The Working Issue, as this year’s project has been named, is dedicated to critically engage what the Editorial Team perceives as a gap between the art world’s social justice intentions and its actions through the perspective of seven individuals. This gap is the disparity that has become clearer since the American 2016 presidential election, when many cultural institutions pronounced themselves as champions of equality and free speech and places of resistance against injustice. These places, disseminated around the country, also framed themselves as platforms for unheard voices and committed defenders of social justice values. This was seen in several institution’s initiatives to engage critically the current political climate, for example the 2017 #J20 protests when museums closed their doors —or invited dissident voices in— to show their discontent with the newly elected President of the United States, the removal, not replacement, of artworks produced or donated by immigrants in response to the travel ban initiated by the same President in multiple museums, and the dedication of exhibition and programming spaces to initiatives that seeked to acknowledge racism, sexism, and other modes of oppression and come up with ways to resist them. In spite of all of this, there has been little acknowledgement of how these same museums, schools, cultural centers, and other institutions focused on art rely on inequality to advance their missions of social progress. From unpaid internships, to the burden of student debt, and the lack of access for people of color, there exists a disconnect between an institution’s public-facing actions and the activities they rely on to preserve their existence. The Working Issue is then a space dedicated to explore how artists, art administrators, scholars and institutions are embedded in this disparity by accepting the conditions or by working against them, a reflection that is crucial to understand the current landscape in the arts.

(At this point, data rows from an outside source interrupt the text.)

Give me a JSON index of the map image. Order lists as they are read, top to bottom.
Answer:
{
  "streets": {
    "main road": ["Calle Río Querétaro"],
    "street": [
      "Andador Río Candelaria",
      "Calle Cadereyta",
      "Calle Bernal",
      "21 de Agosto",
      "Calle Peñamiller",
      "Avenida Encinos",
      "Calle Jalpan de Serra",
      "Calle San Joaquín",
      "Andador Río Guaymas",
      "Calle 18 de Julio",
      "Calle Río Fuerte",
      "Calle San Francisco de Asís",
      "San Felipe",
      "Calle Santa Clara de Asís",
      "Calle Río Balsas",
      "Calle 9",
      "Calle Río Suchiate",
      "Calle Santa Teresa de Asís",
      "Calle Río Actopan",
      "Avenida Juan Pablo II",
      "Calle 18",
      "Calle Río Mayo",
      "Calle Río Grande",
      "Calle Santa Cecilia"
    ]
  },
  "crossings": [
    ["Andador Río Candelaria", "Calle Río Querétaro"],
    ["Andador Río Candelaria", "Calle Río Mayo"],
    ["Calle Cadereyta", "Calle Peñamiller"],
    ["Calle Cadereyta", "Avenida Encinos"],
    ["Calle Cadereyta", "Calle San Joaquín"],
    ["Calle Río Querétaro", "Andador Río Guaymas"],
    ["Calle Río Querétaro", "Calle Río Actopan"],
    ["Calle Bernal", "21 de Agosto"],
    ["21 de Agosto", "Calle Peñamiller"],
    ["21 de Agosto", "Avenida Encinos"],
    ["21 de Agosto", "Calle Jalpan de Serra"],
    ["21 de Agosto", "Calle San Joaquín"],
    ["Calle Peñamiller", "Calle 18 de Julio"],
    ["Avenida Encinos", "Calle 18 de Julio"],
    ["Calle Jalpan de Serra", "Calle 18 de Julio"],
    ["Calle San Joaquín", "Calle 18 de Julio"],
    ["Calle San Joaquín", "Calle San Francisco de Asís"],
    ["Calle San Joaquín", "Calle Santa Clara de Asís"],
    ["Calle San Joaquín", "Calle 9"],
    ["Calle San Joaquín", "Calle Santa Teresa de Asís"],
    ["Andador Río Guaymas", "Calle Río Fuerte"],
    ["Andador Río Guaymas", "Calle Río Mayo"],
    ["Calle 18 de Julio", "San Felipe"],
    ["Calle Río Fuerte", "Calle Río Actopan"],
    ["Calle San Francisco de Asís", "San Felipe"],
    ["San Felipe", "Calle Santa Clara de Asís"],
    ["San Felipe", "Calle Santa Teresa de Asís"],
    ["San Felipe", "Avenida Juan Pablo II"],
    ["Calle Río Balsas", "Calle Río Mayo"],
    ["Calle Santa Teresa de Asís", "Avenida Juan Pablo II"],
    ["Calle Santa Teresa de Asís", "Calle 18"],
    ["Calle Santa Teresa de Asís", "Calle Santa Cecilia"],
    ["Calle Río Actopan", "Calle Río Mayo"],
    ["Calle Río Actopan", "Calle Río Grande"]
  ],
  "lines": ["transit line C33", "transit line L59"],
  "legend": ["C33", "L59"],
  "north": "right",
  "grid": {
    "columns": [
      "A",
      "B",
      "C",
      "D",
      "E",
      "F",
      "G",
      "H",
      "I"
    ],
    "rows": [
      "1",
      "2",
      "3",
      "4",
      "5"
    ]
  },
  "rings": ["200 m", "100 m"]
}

For this issue Emerge invited artists and scholars from the School of the Art Institute of Chicago to contend with the previously stated claim through their own understanding, which resulted in a variety of mediums being employed from a game to a lyric essay and a poem to more traditional essays. The purpose of Emerge at every stage of the process has been to invite editors, advisors, and contributors to contend with how their work and their roles in the art world is both used by others and by them. In the same vein, The Working Issue invites the public to think about how their work, practice, labor, supports or fights this gap between actions and intentions by engaging with the seven distinct possibilities presented here.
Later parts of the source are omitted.